Franklin Cafe

Franklin Cafe

Carlo and I have had a visit to Franklin Cafe on our to-do list for quite some time.   What has been holding us back is my uncanny inability to wait for anything.  Franklin Cafe does not take reservations and unless I’m on vacation with no place to go on a nice day, I cannot stand to wait for a table for more than 15 minutes.  So to circumvent my disability, we went early on a Saturday evening, arriving at 5:45pm to find a single unoccupied booth in the back.  Phew.

We started the evening with cocktails.  This is not our usual habit, but FC is known for their drinks list so we thought we’d throw caution to the wind and have some liquor.  It was a mistake.  Carlo ordered a blood orange martini with Charbay Blood Orange, Vodka, OJ, Campari, which he found overly bitter.  He liked my Spiced Pear made with Grey Goose Pear, Fresh Apple Juice, Ginger, which was reminiscent of cider and would have been more appropriate as a warm drink by the fire after a day of skiing.

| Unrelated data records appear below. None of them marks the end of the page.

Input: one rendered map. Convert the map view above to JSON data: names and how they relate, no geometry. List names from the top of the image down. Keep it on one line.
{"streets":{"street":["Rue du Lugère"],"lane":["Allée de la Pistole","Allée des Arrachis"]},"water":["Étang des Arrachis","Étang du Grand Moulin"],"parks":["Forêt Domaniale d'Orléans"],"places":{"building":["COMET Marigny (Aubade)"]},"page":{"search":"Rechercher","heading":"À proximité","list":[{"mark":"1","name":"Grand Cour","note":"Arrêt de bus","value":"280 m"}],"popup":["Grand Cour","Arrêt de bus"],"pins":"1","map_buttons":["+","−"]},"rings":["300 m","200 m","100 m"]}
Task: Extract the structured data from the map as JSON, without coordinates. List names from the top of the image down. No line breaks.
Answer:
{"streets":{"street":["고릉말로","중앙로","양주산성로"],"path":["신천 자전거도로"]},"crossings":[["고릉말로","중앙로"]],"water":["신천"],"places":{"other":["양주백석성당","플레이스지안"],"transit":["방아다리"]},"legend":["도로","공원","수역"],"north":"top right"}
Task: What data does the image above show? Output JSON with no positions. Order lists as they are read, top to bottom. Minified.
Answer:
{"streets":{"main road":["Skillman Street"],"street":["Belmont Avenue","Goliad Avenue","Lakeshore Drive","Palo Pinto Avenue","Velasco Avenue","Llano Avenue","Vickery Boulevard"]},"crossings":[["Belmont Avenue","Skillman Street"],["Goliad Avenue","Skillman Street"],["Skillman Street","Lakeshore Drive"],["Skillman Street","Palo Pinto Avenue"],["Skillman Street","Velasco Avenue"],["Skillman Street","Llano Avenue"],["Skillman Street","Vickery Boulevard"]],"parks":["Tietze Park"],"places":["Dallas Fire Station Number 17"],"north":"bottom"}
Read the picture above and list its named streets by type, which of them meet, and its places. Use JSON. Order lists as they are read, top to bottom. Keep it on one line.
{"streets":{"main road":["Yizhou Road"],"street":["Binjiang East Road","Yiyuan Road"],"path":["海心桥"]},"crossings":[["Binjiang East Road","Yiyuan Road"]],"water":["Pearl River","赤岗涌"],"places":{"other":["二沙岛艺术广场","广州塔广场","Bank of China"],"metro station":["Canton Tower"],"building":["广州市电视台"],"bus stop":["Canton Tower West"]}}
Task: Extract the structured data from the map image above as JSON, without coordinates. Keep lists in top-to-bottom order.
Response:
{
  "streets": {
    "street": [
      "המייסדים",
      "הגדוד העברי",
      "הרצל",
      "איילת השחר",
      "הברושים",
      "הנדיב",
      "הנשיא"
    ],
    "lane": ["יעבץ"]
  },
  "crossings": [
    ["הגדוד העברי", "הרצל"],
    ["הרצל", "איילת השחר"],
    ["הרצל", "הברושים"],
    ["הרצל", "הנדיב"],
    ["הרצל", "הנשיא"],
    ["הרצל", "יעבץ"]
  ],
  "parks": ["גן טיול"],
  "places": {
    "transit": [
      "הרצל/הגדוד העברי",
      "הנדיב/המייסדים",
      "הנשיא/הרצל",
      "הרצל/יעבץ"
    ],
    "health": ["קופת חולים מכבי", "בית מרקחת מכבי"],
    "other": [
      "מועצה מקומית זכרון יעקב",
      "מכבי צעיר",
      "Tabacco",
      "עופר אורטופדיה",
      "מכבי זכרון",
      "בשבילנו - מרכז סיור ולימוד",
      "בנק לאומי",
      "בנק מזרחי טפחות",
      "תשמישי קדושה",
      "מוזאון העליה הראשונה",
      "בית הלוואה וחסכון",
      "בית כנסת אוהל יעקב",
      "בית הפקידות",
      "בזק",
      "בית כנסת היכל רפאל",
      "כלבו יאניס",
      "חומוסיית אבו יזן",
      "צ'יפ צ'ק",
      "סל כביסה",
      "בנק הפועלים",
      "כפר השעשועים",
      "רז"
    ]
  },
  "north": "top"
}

Part of the problem was that we had barely made a dent in our drinks when (tasty) bread and the wine and appetizers showed up.  Spiced pear and short ribs just don’t mix.   I’ve been trying to promote (in my mind) the dissemination of half bottles of wine so we ordered the only red they had, which was a Guigal Gigondas Rhone.   It was very pleasant table wine, but probably should have been $23 for a bottle, not for a half bottle.  The appetizers were pretty good, nothing remarkable.  I got braised short ribs with turnip greens and sweet carrots and Carlo inexplicably ordered mac and cheese gnocchi with roasted tomato, sausage, and goat cheese.  I say inexplicably because it’s pretty clear that Carlo is not going to like baked gnocchi made in an American bistro in the South End.  I tried them too and they were okay but kind of mushy and covered in below average tomato sauce.

The atmosphere at Franklin Cafe is great. It’s casual with nice dim lighting, good background music, an attractive bar, friendly people, but it was increasingly evident throughout the evening that FC wanted to turn over as many tables as possible as quickly as possible.  Undoubtedly this is the goal for most restaurants, but some hide it better than others. I also felt significant pressure from all the beady-eyed staring diners-in-waiting that I had trouble enjoying my meal, which is another reason I do not like reservationless restaurants. Our waitress was amicable and not pushy, but our entrees came out as she was clearing the appetizers.   It was unpleasant to go from mac and cheese and short ribs to steak frites and roasted chicken so quickly.

Again, the food was decent.  The frites were good; the steak was slightly overcooked (granted Carlo thinks any steak that doesn’t moo is too done).  The Roquefort butter was tasty.  The roast chicken I ordered was a strange choice.  I am not sure I have ever ordered chicken in a restaurant, but nothing else on the menu excited me and I thought grapes and chicken sounded like a strange combination.  They were.  Not exactly bad, but there was no relationship between them.  It reminded me of something my parents would make in an effort to get me to eat more fruits and vegetables.  We also ordered brussel sprouts for a side; they were good.

Here is where things took a turn for the worse.  At this point in the evening, I realized just how sick and twisted this world can be.  What happened is this:  I asked for the dessert menu, and the seemingly friendly waitress revealed her true colors.  She said, without a flicker of remorse, ‘we don’t have dessert.’  What the hell kind of “restaurant” does not serve dessert?  When I walked into the Franklin Cafe, an American bistro, I had dreams of bread pudding and fruit crisps with homemade ice cream.  Maybe even something with Meyer lemon in it?  But instead, they left us high and dry, a bit empty and sad and wondering where to go.

Luckily, we were very close to the South End Buttery, a cafe and now restaurant, known for their cupcakes and for the fact that their name has the word ‘buttery’ in it.  The new cozy-looking restaurant would not let us in for desserts-only so we sat in the empty closing cafe and shared the only cupcake available, the Red Velvet with Cream Cheese frosting.  It was spectacular.  Of course we were still reeling from the catastrophe back at FC, so maybe we were under the influence of oppression, but it was a really good cupcake.  The cream cheese frosting contrasted beautifully with the bite of vinegar in the cake.  So not all was lost in the evening.

Though the Franklin Cafe had a nice atmosphere and decent food, I think that we will be more likely to return to the Buttery for cupcakes and maybe dinner than we will be to the long waits and rushed dessertless service of the FC.